About this task:
Could you return every line of the records below that contains the word "evenodd"?

[Collected data entries]
- Opening Delimiter -
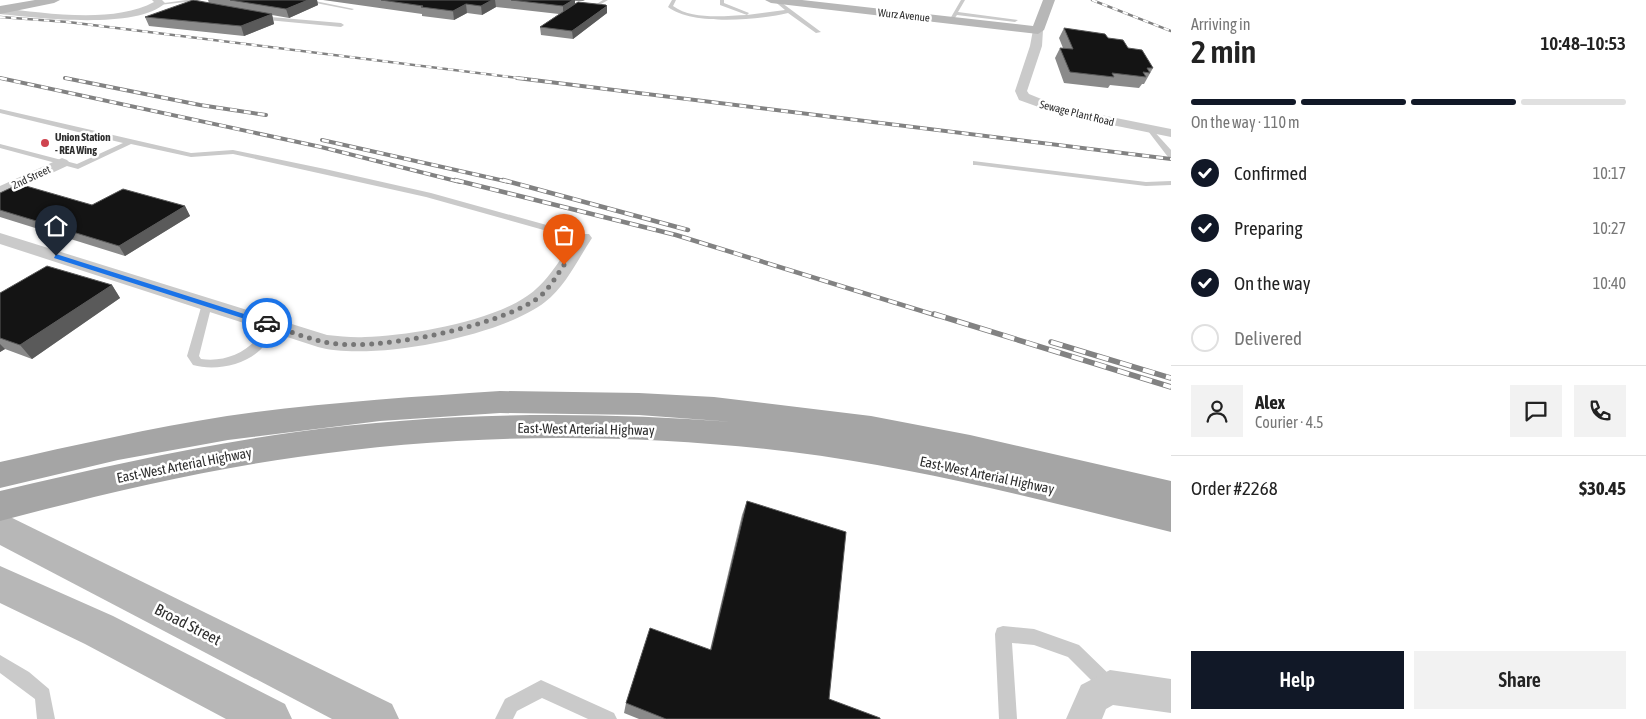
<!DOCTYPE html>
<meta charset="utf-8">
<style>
:root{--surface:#fff;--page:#f2f2f2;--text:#222;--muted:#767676;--line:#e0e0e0;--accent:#111827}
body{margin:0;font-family:"Asap Condensed",sans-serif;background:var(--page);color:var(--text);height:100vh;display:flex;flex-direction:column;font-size:19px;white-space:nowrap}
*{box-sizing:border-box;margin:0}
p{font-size:16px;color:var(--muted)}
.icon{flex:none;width:28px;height:28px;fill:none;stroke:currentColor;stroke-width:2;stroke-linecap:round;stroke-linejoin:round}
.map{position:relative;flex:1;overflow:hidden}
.panel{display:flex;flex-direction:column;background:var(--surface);width:475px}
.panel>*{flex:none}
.pin{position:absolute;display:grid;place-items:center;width:42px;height:42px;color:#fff;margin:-51px -21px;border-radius:50% 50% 50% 0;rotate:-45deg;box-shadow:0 0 5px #0007}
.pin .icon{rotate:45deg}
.courier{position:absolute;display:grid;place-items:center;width:50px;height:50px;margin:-25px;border:4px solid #1a73e8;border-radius:50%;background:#fff;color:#222;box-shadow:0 1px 6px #0007}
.summary em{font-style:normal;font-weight:600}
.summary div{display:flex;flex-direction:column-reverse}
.summary{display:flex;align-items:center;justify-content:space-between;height:85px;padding:0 20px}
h1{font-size:32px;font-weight:600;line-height:38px}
.bar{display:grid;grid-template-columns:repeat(4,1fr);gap:8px 5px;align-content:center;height:60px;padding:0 20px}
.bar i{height:6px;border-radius:4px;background:var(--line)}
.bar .on{background:var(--accent)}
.bar p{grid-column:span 4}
.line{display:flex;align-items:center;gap:12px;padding:0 20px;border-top:1px solid var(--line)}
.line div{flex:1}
.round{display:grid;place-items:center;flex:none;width:52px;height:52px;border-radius:0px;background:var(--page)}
ol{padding:0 20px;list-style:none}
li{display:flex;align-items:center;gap:15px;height:55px}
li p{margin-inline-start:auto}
li .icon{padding:5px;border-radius:50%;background:var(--accent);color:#fff;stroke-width:4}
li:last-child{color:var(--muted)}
li i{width:28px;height:28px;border:2px solid var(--line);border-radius:50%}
.primary-button{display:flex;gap:10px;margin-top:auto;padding:10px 20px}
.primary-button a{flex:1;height:58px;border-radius:0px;background:var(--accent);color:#fff;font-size:20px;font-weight:600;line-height:58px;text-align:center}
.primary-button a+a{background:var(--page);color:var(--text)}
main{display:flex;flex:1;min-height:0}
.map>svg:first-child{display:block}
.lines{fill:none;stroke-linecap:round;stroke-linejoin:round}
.lane{fill:#cacaca;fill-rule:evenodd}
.street{fill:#cacaca;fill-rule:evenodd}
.secondary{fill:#b7b7b7;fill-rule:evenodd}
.primary{fill:#a5a5a5;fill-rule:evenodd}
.rail-far3-casing{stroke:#828282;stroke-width:2.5}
.rail-far2-casing{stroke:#828282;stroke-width:4}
.rail-far1-casing{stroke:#828282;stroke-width:4.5}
.rail-casing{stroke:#828282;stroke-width:5.5}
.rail-far3{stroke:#fff;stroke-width:2;stroke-dasharray:5.5;stroke-linecap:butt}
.rail-far2{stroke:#fff;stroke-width:2.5;stroke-dasharray:7;stroke-linecap:butt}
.rail-far1{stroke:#fff;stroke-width:3;stroke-dasharray:9;stroke-linecap:butt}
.rail{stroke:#fff;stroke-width:4;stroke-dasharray:12;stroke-linecap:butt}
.wall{fill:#8a8a8a}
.shaded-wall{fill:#5a5a5a}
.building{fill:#141414;stroke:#5a5a5a}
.route{fill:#1a73e8}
.done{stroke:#767676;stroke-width:5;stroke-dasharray:0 9}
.poi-dot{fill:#cf444f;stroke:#fff;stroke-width:2}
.labels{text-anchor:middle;stroke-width:5;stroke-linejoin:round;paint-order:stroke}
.far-street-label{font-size:11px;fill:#2d2d2d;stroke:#fff}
.far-poi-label{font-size:11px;font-weight:bold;fill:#2d2d2d;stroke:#fff;text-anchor:start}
.street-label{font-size:14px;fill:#2d2d2d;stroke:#fff}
.near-street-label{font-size:16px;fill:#2d2d2d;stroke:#fff}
</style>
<main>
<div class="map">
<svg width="1171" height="719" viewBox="0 0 1171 719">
<rect width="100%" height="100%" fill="#fff"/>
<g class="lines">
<!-- lane -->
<g class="lane">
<path d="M186 0H203L159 5 157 4Z"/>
<path d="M300 0H310L354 9 352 10Z"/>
<path d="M603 0H608L596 7 584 6 595 5Z"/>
<path d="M672 0H676L673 6C692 20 724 16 747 15L720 5V0H724V3L749 13 747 15 785 10 773 0H778L821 32 816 33 788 13C759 20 693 26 668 7Z"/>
<path d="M961 0H965L958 12 1018 20 1015 22 957 15 954 19H950Z"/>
<path d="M259 16 341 23 344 25 341 27 257 19Z"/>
<path d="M0 109 191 153 233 150 325 169 431 193 586 236 588 238 583 241 426 197 233 154 191 157 131 144 78 169 0 148V144L77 164 123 143 0 113Z"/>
<path d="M1148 129H1152L1171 150V157H1168L1148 131Z"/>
<path d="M973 161 1146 182 1171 181V185L1146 186 976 165H973Z"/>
<path d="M207 301 212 304 199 356 201 359C222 362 242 355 257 339L259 323 264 320 269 323C269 329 269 337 266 343 252 364 217 372 193 365L187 356 202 304Z"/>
<path d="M1003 626 1034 629 1079 645 1115 680 1118 686 1115 692 1109 695 1103 692 1068 657 1034 645 1012 643 1017 719H999L995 634 997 628Z"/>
<path d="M0 655 29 672 49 689 55 719H37L35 699 0 673Z"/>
<path d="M541 680 614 713 617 719H588L542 698 517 711 513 719H495L505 699Z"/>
</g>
<!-- street -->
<g class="street">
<path d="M152 0H162L165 3C138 30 36 18 0 14V8C44 13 114 24 154 2Z"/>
<path d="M1038 27 1043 30 1042 46 1027 91 1029 94 1061 107 1171 129V137L1058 114 1019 100 1015 91 1030 46 1033 30Z"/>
<path d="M62 158 67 160 70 163 67 166 0 197V186Z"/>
<path d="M0 233 327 335C340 336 353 338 365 337 410 336 503 320 536 289 553 274 564 253 577 234H589L592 238C578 259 566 286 545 302 502 336 371 362 318 347L0 244Z"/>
<path d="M1110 670 1171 679V713L1113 705 1106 709 1102 719H1066L1081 685Z"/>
</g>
<!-- secondary -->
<g class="secondary">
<path d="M35 0H60L54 3 0 14V6Z"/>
<path d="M765 0H802L1033 26 1043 0H1055L1044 30 1038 34 771 3Z"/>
<path d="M0 512 392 704 399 719H332L0 545Z"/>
<path d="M0 566 113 616 285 704 292 719H226L85 644 0 603Z"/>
</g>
<!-- primary -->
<path class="primary" d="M500 391 639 393 714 397 871 416 970 435 1171 481V532C1046 501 920 468 792 452 628 432 461 433 298 457 197 471 98 495 0 521V491C98 468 196 446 296 432 441 412 587 411 733 422L639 415 500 413 380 421 228 440 118 460 0 488V462C75 445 151 428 227 416 318 403 409 397 500 391Z"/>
<!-- rail-far3 casing -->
<g class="rail-far3-casing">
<g id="rail-far3">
<path d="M1092 0 1171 31"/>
<path d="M0 17 68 22 527 79"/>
<path d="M0 78 5 79"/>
<path d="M65 78 70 79"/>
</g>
</g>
<!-- rail-far2 casing -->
<g class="rail-far2-casing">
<g id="rail-far2">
<path d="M0 78 321 147 460 182"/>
<path d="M65 78 200 105 266 115"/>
<path d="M517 78 1171 159"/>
<path d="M322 140 509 182"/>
</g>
</g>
<!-- rail-far1 casing -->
<g class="rail-far1-casing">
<g id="rail-far1">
<path d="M455 180 676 235 938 316"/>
<path d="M503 180 688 230"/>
</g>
</g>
<!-- rail casing -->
<g class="rail-casing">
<g id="rail">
<path d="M934 314 1171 387"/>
<path d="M1051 342 1171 378"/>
</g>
</g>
<!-- rail-far3 -->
<use href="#rail-far3" class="rail-far3"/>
<!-- rail-far2 -->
<use href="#rail-far2" class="rail-far2"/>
<!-- rail-far1 -->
<use href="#rail-far1" class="rail-far1"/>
<!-- rail -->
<use href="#rail" class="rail"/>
</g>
<!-- wall -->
<g class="wall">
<path d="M208 0H317L318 5 289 18 272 15 274 24 244 36 149 26 145 17 209 3Z"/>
<path d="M323 0H585L583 1H575V4L607 13 573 39 541 35 540 27 559 14 496 7 482 15 467 13 454 20 422 16V14Z"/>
<path d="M1064 28 1108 38 1128 48 1153 68 1144 84H1142L1139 88 1110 85 1108 88 1064 83 1055 58 1060 48H1063L1059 38Z"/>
<path d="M0 193 92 205 185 206 190 216 125 256 0 217Z"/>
<path d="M112 285 120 298 32 359 5 349 0 352V293Z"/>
<path d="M747 501 829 699 880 719H639L624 713 626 703 710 650 742 515Z"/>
</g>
<!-- shaded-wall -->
<g class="shaded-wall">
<path d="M308 0H317L318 5 289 18 286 9Z"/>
<path d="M492 0H495L496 7 482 15 481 6Z"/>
<path d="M573 0H575V7L563 15V6Z"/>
<path d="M466 4 467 13 454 20 453 11Z"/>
<path d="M607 6V13L573 39 572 31Z"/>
<path d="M272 14 274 24 244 36 241 26Z"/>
<path d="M185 206 190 216 125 256 119 246Z"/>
<path d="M112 285 120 298 32 359 20 345Z"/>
<path d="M0 344 5 349 0 352Z"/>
</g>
<!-- building -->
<g class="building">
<path d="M193 0 272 14 241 26 145 17Z"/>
<path d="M230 0H308L286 9Z"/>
<path d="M381 0H492L481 6 466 4 453 11 421 7 423 6Z"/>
<path d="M511 0H573L563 6Z"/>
<path d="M578 2 606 5 607 6 572 31 540 27Z"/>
<path d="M1064 28 1105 34 1108 38 1123 40 1128 48 1142 50 1153 68H1147L1150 73 1143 72 1146 77 1112 73 1114 77 1070 72 1060 48 1073 49Z"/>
<path d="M19 184 92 205 123 189 185 206 119 246 0 210V193Z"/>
<path d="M47 266 112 285 20 345 0 338V293Z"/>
<path d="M747 501 846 532 829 699 880 718V719H666L626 703 650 628 711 650Z"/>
</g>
<!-- route -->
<path class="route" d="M56 254 269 322 270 323 264 325 54 258Z"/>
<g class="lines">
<!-- done -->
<path class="done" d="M267 323C286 330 305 338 325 342 373 353 494 327 535 300 548 292 556 276 564 265"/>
</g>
<!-- markers -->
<circle class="poi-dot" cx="45" cy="143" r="5"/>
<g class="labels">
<!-- far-street labels -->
<g class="far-street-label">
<text transform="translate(904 15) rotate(6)" y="4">Wurz Avenue</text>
<text transform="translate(1077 113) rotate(14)" y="4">Sewage Plant Road</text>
<text transform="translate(31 177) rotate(-25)" y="4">2nd Street</text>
</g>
<!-- far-poi labels -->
<g class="far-poi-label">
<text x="55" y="141">Union Station<tspan x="55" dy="13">- REA Wing</tspan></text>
</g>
<!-- street labels -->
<g class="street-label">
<text transform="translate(586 429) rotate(1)" y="5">East-West Arterial Highway</text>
<text transform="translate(184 465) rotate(-11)" y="5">East-West Arterial Highway</text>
<text transform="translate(987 475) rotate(12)" y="5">East-West Arterial Highway</text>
</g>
<!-- near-street labels -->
<g class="near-street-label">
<text transform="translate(188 624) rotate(27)" y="6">Broad Street</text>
</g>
</g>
</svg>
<div class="pin" style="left:564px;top:265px;background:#ea580c"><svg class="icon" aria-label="bag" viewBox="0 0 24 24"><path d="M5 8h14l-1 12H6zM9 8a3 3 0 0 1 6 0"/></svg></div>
<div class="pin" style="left:56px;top:256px;background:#1f2937"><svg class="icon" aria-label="home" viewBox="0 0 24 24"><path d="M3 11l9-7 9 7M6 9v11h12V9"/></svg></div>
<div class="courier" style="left:267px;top:323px"><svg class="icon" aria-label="car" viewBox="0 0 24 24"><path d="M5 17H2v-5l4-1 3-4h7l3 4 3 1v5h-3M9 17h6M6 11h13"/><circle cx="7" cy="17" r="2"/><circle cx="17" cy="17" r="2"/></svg></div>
</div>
<section class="panel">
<div class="summary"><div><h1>2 min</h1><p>Arriving in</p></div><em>10:48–10:53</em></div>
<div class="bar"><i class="on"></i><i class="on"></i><i class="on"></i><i></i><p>On the way · 110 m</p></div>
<ol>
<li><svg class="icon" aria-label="check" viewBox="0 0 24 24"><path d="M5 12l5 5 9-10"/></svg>Confirmed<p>10:17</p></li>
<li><svg class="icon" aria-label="check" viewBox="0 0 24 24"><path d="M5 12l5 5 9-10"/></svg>Preparing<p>10:27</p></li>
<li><svg class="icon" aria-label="check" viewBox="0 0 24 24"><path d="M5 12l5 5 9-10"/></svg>On the way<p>10:40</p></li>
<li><i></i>Delivered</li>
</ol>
<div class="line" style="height:90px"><a class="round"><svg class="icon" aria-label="person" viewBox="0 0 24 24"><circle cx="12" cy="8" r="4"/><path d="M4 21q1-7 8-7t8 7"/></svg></a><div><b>Alex</b><p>Courier · 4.5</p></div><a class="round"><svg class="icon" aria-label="chat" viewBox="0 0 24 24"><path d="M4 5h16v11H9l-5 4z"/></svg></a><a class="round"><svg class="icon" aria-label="phone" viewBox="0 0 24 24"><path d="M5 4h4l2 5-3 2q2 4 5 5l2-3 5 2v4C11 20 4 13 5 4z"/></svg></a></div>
<div class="line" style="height:65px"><div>Order #2268</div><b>$30.45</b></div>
<div class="primary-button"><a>Help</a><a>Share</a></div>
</section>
</main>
- Closing Delimiter -
Exercise result:
.lane{fill:#cacaca;fill-rule:evenodd}
.street{fill:#cacaca;fill-rule:evenodd}
.secondary{fill:#b7b7b7;fill-rule:evenodd}
.primary{fill:#a5a5a5;fill-rule:evenodd}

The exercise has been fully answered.